Were those icons clues to escape her entrapment, or a cruel joke at her expense, something for the Maze spectators watching the highlights of their hapless bumbling to chuckle through entitled smiles? Or was it just the hard truth?
“How could you let him do this?” she said.
“He was afforded the opportunity. He chose to take it.”
“Who did this to him?”
“If it eases your anguish, he is not playing any sort of immortal combat, one in which the player suffers one gruesome death after another. He resides in a psychological thriller, one that caters to a more elite audience, those more interested in the outcome rather than the entertainment. He’s the willing subject of an experiment.”
“Experiment? There’s a needle in my son’s head!”
“He’s been completely wiped of memories. His identity reassigned. His core identity—what makes your son who he is—is still intact. He simply does not remember who he is.”
“What do you want?” This time it was a request, not a demand, not a threat. I’ll do anything.
He took a long moment to sip the tea. She was about to come over the table and shake him until his delicate neck bones rattled. She slapped the table instead.
“What do you want?”
“He’s waiting, Mrs. Grimm.”
“Waiting for what?”
“For you.”
It was the first and only time the son of a bitch smiled—a grim little twist in the corner. It wasn’t compassionate, wasn’t smug. It was more of a curiosity.
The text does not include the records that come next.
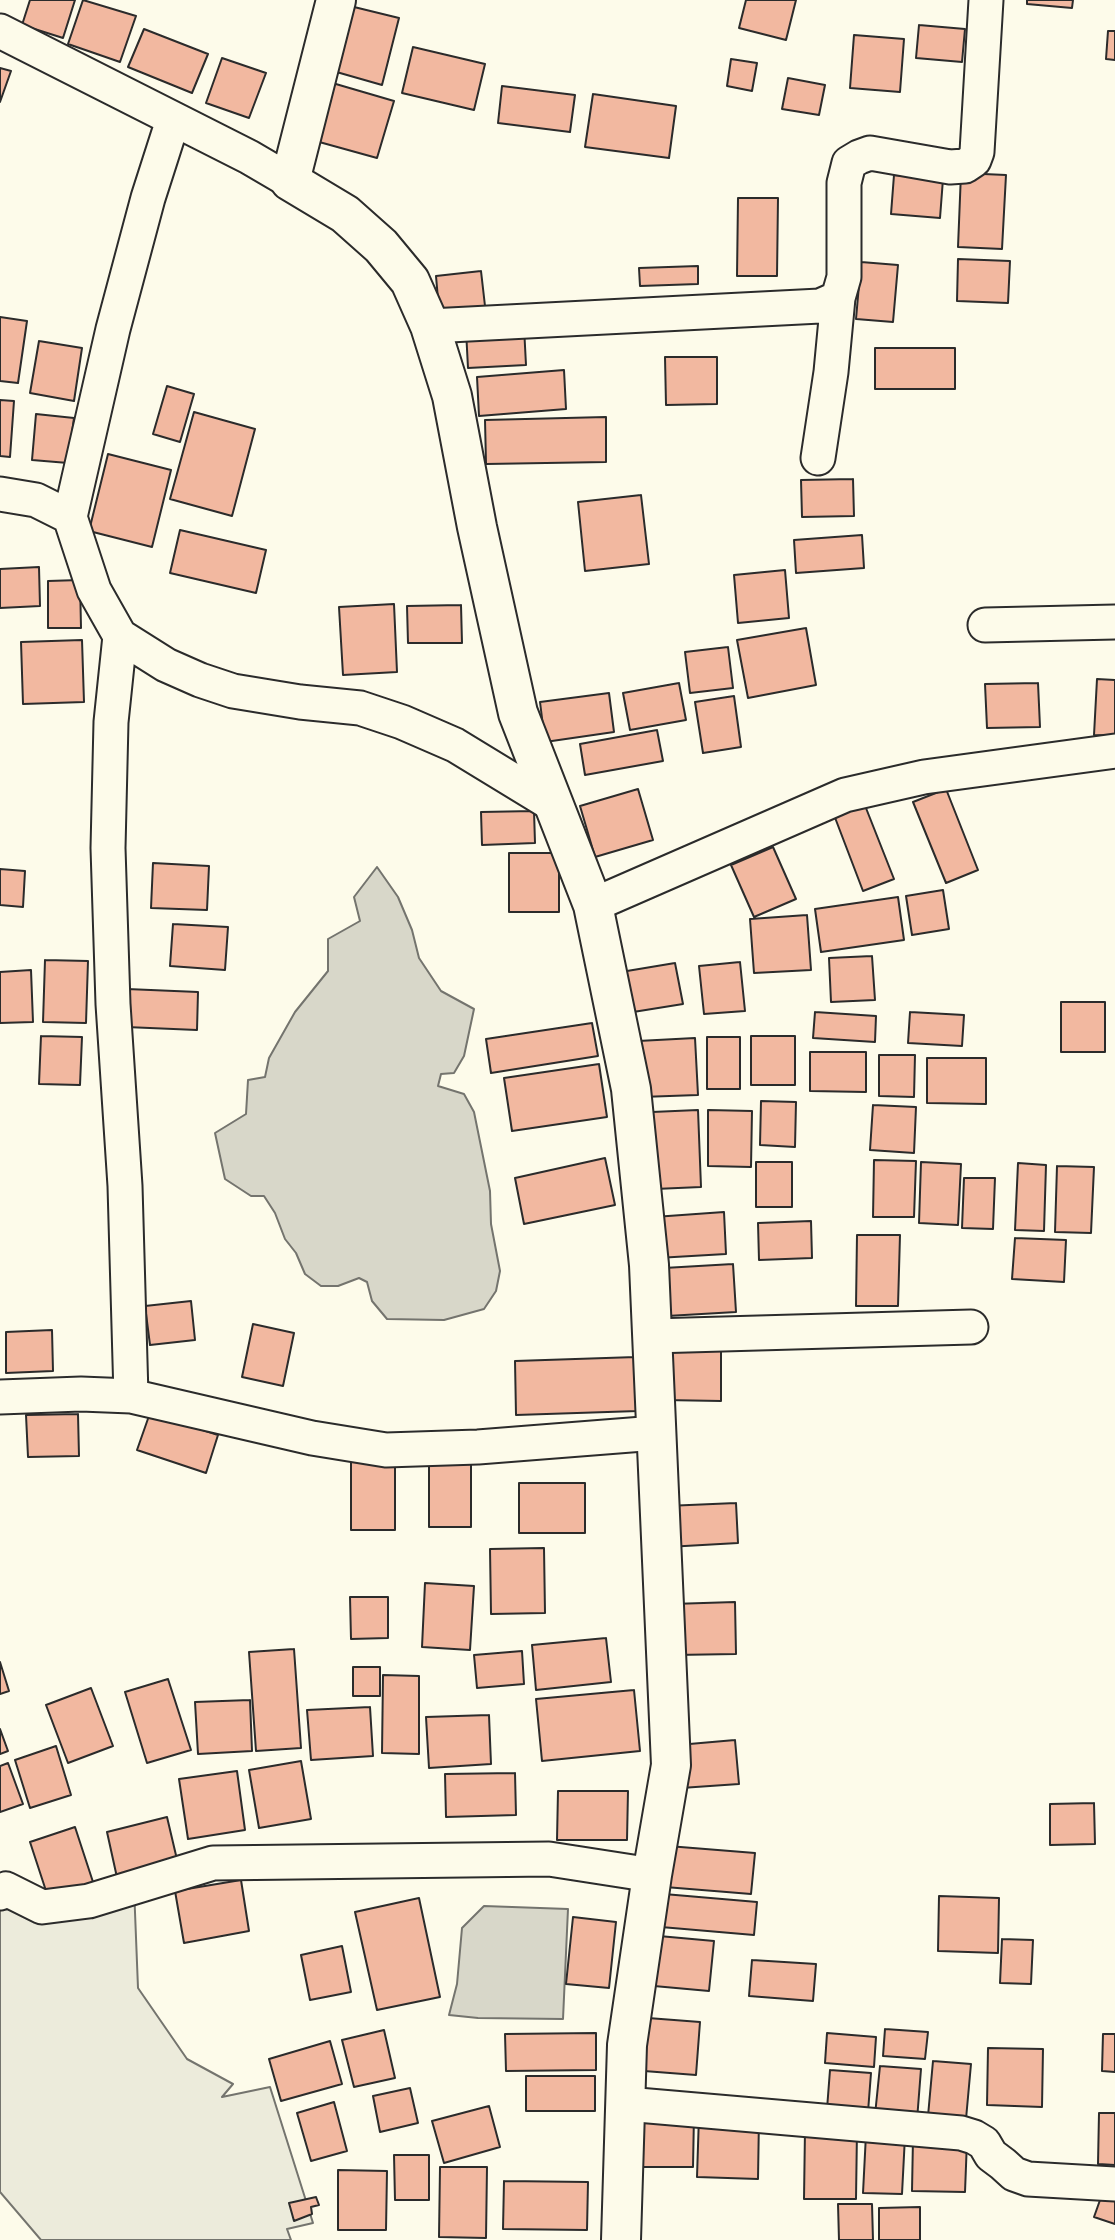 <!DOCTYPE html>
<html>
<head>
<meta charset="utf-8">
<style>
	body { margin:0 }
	canvas { display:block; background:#fdfbea }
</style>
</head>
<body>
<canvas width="1115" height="2240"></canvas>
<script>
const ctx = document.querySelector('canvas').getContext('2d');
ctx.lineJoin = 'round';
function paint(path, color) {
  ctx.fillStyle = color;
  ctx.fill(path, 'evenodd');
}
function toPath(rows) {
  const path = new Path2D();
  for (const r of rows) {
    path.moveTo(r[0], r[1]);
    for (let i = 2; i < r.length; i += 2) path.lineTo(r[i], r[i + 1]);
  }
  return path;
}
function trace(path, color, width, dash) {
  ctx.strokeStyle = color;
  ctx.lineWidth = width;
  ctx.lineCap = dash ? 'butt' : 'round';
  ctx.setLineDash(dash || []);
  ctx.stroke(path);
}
const green = toPath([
	[134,1887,138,1988,187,2059,233,2084,222,2097,270,2087,313,2223,287,2229,291,2240,41,2240,0,2192,0,1893,42,1907,134,1887]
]);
paint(green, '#ecebdb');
trace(green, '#74746e', 2);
const water = toPath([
	[377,867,398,897,412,930,419,958,441,991,474,1009,464,1056,454,1073,441,1074,438,1086,464,1094,474,1112,490,1191,491,1224,500,1271,496,1291,484,1309,444,1320,387,1319,372,1301,367,1282,359,1278,338,1286,321,1286,305,1274,296,1253,285,1239,275,1213,264,1196,251,1196,225,1179,215,1133,246,1114,248,1080,265,1077,269,1058,295,1012,328,971,328,939,360,921,354,897,377,867],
	[484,1906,568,1909,563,2019,478,2018,449,2015,457,1984,462,1928,484,1906]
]);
paint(water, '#d8d7c9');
trace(water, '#74746e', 2);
const building = toPath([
	[30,0,75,0,63,38,22,25,30,0],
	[83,0,136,16,120,62,68,44,83,0],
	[746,0,796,0,786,40,739,28,746,0],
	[1027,0,1073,0,1072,8,1027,4,1027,0],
	[350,6,399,18,382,85,333,71,350,6],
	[919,25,965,29,962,62,916,58,919,25],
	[144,29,208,54,192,93,128,67,144,29],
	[1108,31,1115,31,1115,60,1106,59,1108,31],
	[854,35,904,39,900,92,850,88,854,35],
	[413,47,485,64,474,110,402,93,413,47],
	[222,58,266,73,249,118,206,103,222,58],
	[731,59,757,63,752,91,727,86,731,59],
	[0,68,11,71,0,102,0,68],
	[788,78,825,85,819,115,782,109,788,78],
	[329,82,394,101,377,158,312,140,329,82],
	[502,86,575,95,570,132,498,123,502,86],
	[593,94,676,106,669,158,585,147,593,94],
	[961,173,1006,175,1002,249,958,247,961,173],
	[894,175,943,179,940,218,891,214,894,175],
	[738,198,778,198,777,276,737,276,738,198],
	[958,259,1010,261,1008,303,957,301,958,259],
	[861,262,898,265,893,322,856,319,861,262],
	[698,266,698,284,640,286,639,268,698,266],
	[481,271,485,306,439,311,436,276,481,271],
	[0,317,27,321,18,383,0,381,0,317],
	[524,327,526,365,468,368,466,330,524,327],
	[39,341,82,348,74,401,30,393,39,341],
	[875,348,955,348,955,389,875,389,875,348],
	[665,357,717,357,717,404,666,405,665,357],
	[564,370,566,409,479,416,477,377,564,370],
	[167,386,194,394,180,442,153,434,167,386],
	[0,400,14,401,10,457,0,456,0,400],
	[194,412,255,429,232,516,170,499,194,412],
	[36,414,74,418,68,463,32,460,36,414],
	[606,417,606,462,486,464,485,420,606,417],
	[108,454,171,470,152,547,89,531,108,454],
	[853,479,854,516,802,517,801,480,853,479],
	[641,495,649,564,585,571,578,502,641,495],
	[180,530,266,550,256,593,170,573,180,530],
	[862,535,864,568,796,573,794,540,862,535],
	[39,567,40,606,0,608,0,569,39,567],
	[785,570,789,618,738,623,734,575,785,570],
	[80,580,81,628,48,628,48,581,80,580],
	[394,604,397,672,343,675,339,607,394,604],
	[461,605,462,643,408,643,407,606,461,605],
	[806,628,816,685,748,698,737,640,806,628],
	[82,640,84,702,23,704,21,642,82,640],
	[728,647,733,688,690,693,685,652,728,647],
	[1097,679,1115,680,1115,736,1094,735,1097,679],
	[679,683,686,720,630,730,623,693,679,683],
	[1038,683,1040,727,987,728,985,684,1038,683],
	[609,693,614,732,545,742,540,702,609,693],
	[734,696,741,747,703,753,695,702,734,696],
	[657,730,663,761,585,775,580,744,657,730],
	[638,789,653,840,595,857,580,806,638,789],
	[946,789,978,870,946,883,913,802,946,789],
	[864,803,894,879,863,891,834,815,864,803],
	[534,811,535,843,482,845,481,812,534,811],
	[773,847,796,899,754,917,731,865,773,847],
	[509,853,559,853,559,912,509,912,509,853],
	[153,863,209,866,207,910,151,908,153,863],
	[0,869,25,871,23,907,0,905,0,869],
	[943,890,949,929,912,935,906,896,943,890],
	[898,897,904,940,821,952,815,909,898,897],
	[807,915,811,970,754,973,750,919,807,915],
	[173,924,228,927,225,970,170,966,173,924],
	[872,956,875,1000,831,1002,829,958,872,956],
	[45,960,88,961,86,1023,43,1022,45,960],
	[740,962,745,1011,704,1014,699,966,740,962],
	[675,963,683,1004,627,1013,621,972,675,963],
	[31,970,33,1022,0,1023,0,972,31,970],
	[127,989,198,992,197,1030,126,1027,127,989],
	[1061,1002,1105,1002,1105,1052,1061,1052,1061,1002],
	[815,1012,876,1016,875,1042,813,1038,815,1012],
	[910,1012,964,1015,962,1046,908,1043,910,1012],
	[592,1023,598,1056,491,1073,486,1039,592,1023],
	[41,1036,82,1037,80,1085,39,1084,41,1036],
	[751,1036,795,1036,795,1085,751,1085,751,1036],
	[707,1037,740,1037,740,1089,707,1089,707,1037],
	[695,1038,698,1095,641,1097,638,1041,695,1038],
	[810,1052,866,1052,866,1092,810,1091,810,1052],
	[879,1055,915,1055,914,1097,879,1096,879,1055],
	[927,1058,986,1058,986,1104,927,1103,927,1058],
	[599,1064,607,1117,512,1131,504,1078,599,1064],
	[761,1101,796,1102,795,1147,760,1145,761,1101],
	[873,1105,916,1107,914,1153,870,1150,873,1105],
	[698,1110,701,1187,655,1189,652,1112,698,1110],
	[708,1110,752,1111,751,1167,708,1166,708,1110],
	[605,1158,615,1205,524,1224,515,1178,605,1158],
	[874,1160,916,1161,914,1217,873,1217,874,1160],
	[756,1162,792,1162,792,1207,756,1207,756,1162],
	[921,1162,961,1164,958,1225,919,1223,921,1162],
	[1018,1163,1046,1165,1044,1231,1015,1230,1018,1163],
	[1057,1166,1094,1167,1091,1233,1055,1232,1057,1166],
	[964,1178,995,1178,993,1229,962,1228,964,1178],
	[724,1212,726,1254,657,1258,654,1217,724,1212],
	[811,1221,812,1258,759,1260,758,1223,811,1221],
	[857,1235,900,1235,898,1306,856,1306,857,1235],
	[1015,1238,1066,1240,1064,1282,1012,1279,1015,1238],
	[733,1264,736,1312,667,1316,664,1268,733,1264],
	[191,1301,195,1340,150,1345,145,1306,191,1301],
	[253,1324,294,1333,283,1386,242,1377,253,1324],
	[52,1330,53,1371,6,1373,6,1332,52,1330],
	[665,1348,721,1348,721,1401,664,1400,665,1348],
	[636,1357,638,1411,516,1415,515,1361,636,1357],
	[150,1413,218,1435,206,1473,137,1450,150,1413],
	[78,1414,79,1456,28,1457,26,1415,78,1414],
	[429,1451,471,1451,471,1527,429,1527,429,1451],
	[351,1459,395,1459,395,1530,351,1530,351,1459],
	[519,1483,585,1483,585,1533,519,1533,519,1483],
	[736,1503,738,1543,667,1547,666,1506,736,1503],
	[544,1548,545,1613,491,1614,490,1549,544,1548],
	[425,1583,474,1586,470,1650,422,1647,425,1583],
	[350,1597,388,1597,388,1638,351,1639,350,1597],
	[735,1602,736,1654,674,1655,672,1604,735,1602],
	[606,1638,611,1682,536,1690,532,1645,606,1638],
	[294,1649,301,1748,256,1751,249,1652,294,1649],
	[522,1651,524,1684,477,1688,474,1655,522,1651],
	[0,1662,9,1691,0,1694,0,1662],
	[353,1667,380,1667,380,1696,353,1696,353,1667],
	[383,1675,419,1676,419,1754,382,1753,383,1675],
	[168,1679,191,1750,147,1763,125,1692,168,1679],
	[91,1688,113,1746,68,1763,46,1705,91,1688],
	[634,1690,640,1751,542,1761,536,1699,634,1690],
	[250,1700,252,1751,198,1754,195,1702,250,1700],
	[370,1707,373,1756,311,1760,307,1710,370,1707],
	[489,1715,491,1764,429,1768,426,1717,489,1715],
	[0,1729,8,1751,0,1754,0,1729],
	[735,1740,739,1784,681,1788,678,1745,735,1740],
	[56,1746,71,1795,30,1808,15,1760,56,1746],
	[301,1761,311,1819,259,1828,249,1770,301,1761],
	[8,1763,23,1804,0,1812,0,1766,8,1763],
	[237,1771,245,1830,188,1839,179,1779,237,1771],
	[515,1773,516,1815,446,1817,445,1774,515,1773],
	[558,1791,628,1791,627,1840,557,1840,558,1791],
	[1094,1803,1095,1844,1050,1845,1050,1804,1094,1803],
	[167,1817,179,1868,118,1882,107,1832,167,1817],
	[75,1827,93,1882,48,1897,30,1842,75,1827],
	[668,1846,755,1853,751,1894,665,1887,668,1846],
	[241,1880,249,1931,184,1943,175,1891,241,1880],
	[664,1894,757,1902,754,1935,661,1927,664,1894],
	[939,1896,999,1898,998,1953,938,1951,939,1896],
	[419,1898,440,1997,377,2010,355,1912,419,1898],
	[573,1917,616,1922,609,1988,566,1984,573,1917],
	[659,1936,714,1941,709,1991,654,1986,659,1936],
	[1002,1939,1033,1940,1031,1984,1000,1983,1002,1939],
	[342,1946,351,1992,310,2000,301,1955,342,1946],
	[752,1960,816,1964,813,2001,749,1996,752,1960],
	[648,2018,700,2022,696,2075,644,2071,648,2018],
	[885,2029,928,2032,925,2059,883,2056,885,2029],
	[384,2030,395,2078,354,2087,342,2040,384,2030],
	[596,2033,596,2070,506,2071,505,2034,596,2033],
	[827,2033,876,2037,874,2067,825,2063,827,2033],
	[1103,2034,1115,2034,1115,2072,1102,2071,1103,2034],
	[330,2041,342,2084,281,2101,269,2059,330,2041],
	[988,2048,1043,2049,1042,2107,987,2105,988,2048],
	[933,2061,971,2064,966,2119,928,2116,933,2061],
	[880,2066,921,2069,917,2120,875,2115,880,2066],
	[830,2070,871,2073,868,2112,827,2109,830,2070],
	[526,2076,595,2076,595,2111,526,2111,526,2076],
	[410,2088,418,2123,380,2132,373,2096,410,2088],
	[334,2102,347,2151,311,2161,297,2113,334,2102],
	[489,2106,500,2147,444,2163,432,2121,489,2106],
	[1099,2113,1115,2113,1115,2165,1098,2164,1099,2113],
	[631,2115,694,2115,693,2167,630,2167,631,2115],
	[699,2115,759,2117,758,2179,697,2177,699,2115],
	[805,2129,857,2130,856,2199,804,2199,805,2129],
	[866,2134,905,2136,902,2194,863,2193,866,2134],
	[913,2138,967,2140,965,2192,912,2191,913,2138],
	[394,2155,429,2155,429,2200,395,2200,394,2155],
	[440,2167,487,2167,486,2238,439,2237,440,2167],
	[338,2170,387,2171,386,2230,338,2230,338,2170],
	[504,2181,588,2182,587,2230,503,2229,504,2181],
	[1105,2186,1115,2189,1115,2224,1094,2217,1105,2186],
	[316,2197,319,2205,311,2207,312,2214,294,2221,289,2203,316,2197],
	[838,2204,872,2204,873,2240,839,2240,838,2204],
	[920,2207,920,2240,879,2240,879,2208,920,2207]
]);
paint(building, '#f2b8a0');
trace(building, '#2b2b2b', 2);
const street = toPath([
	[0,31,249,157,290,181],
	[430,326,820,306,838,298,844,277,844,183,849,163,859,157,870,153,950,167,965,166,974,160,977,152,986,0],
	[818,458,831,372,838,298],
	[0,494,36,500,70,517,113,329,148,198,173,120],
	[70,517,94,590,120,636,166,665,200,680,233,691,300,702,360,708,402,722,455,745,555,806],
	[985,625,1115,622],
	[120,636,111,722,108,848,113,1004,125,1186,131,1396],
	[593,905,845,795,924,777,1115,751],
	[652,1336,971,1327],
	[0,1397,81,1394,131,1396,312,1438,386,1450,478,1447,656,1433],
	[0,1893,6,1889,42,1907,89,1901,213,1863,549,1859,652,1875],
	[626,2104,961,2133,974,2137,984,2143,991,2155,1003,2164,1014,2174,1028,2179,1115,2184]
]);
const secondary = toPath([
	[336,0,290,181,345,214,381,246,410,281,430,326,452,396,477,527,518,713,593,905,631,1089,649,1265,671,1765,652,1875,627,2045,621,2240]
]);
trace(street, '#2b2b2b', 37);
trace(secondary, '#2b2b2b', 42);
trace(street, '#fdfbea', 33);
trace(secondary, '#fdfbea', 38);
</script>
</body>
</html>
“There is a small group of investors that are interested in this experiment. They are not interested in money; they have all they will ever need. They’re interested in human potential. Your human potential, as it turns out. And your son’s. A place has been secured for you, Mrs. Grimm, with no fee for you to enter. You may insert yourself into the Maze in order to find your son.”
“No. No, no, no... I don’t want him in an experiment. Stop it, now.”
“It’s too late for that. It has already begun. Unfortunately, your son has committed you to the experiment. Of course, you don’t have to participate, but you won’t find him here.” He spread his arms. “He’s not in the flesh anymore.”
“Where is he?”
“As I’ve said, his awareness has been reassigned.”
“Who did this?” She stood. “Who?”
“Mrs. Grimm—”
“Who’s doing
this? Who gets the money when we come out? I know there’s a reward if we go into the Maze.” She gritted her teeth around that word.
“You will have all the money you will need, of course.”
“If I come out. If we come out,” she corrected.
“This is a discussion for another time.” He tapped his watch, an inexpensive digital watch. An exact replica of the one Sunny would find on her son’s desk.
For mom.
“In the meantime, your son is lost. The longer he wanders, the further from home he gets. Every minute that passes for us could be a year for him. He is changing as we speak.”
Sunny kicked the chair, clutched her chest, and struggled to catch her breath. “You manipulative bastard. Is this how you get your thrills, preying on bottom feeders like me? Have you no empathy? My son is eighteen! He’s a boy; he doesn’t know what he’s doing!”
“Should your son put his hand in fire, he will be burned no matter what age.” His words gained a sharp edge before softening. “These are the rules of our reality, Mrs. Grimm. If you are going to the police, I suggest you go now. Otherwise, let’s continue.”
This bastard and all the ones like him owned the authorities. Wealth ruled the world; it did so by making others think there was justice, to believe people like him could be stopped. Sunny knew better.
She paced that tiny room like an animal freshly packed into a zoo. There would be no saving her son if she went to the police. And if the time dilation was true—if her son had already experienced a lifetime or more—then she was already losing him.
“What do you want from me?” she said.
“It’s not what I want.”
“Whoever!” She raked the glasses of water and teacup against the wall. “What do the investors want?”
“For you to find him.”
She pounded the table with both fists. The man leaned back with a placid expression. The stink of this building had crawled into her head. It clung inside her. She wanted to put her finger down her throat and vomit this day on the floor, wanted to scream, to rip her hair out, to throttle someone or something until they apologized. It wasn’t fair.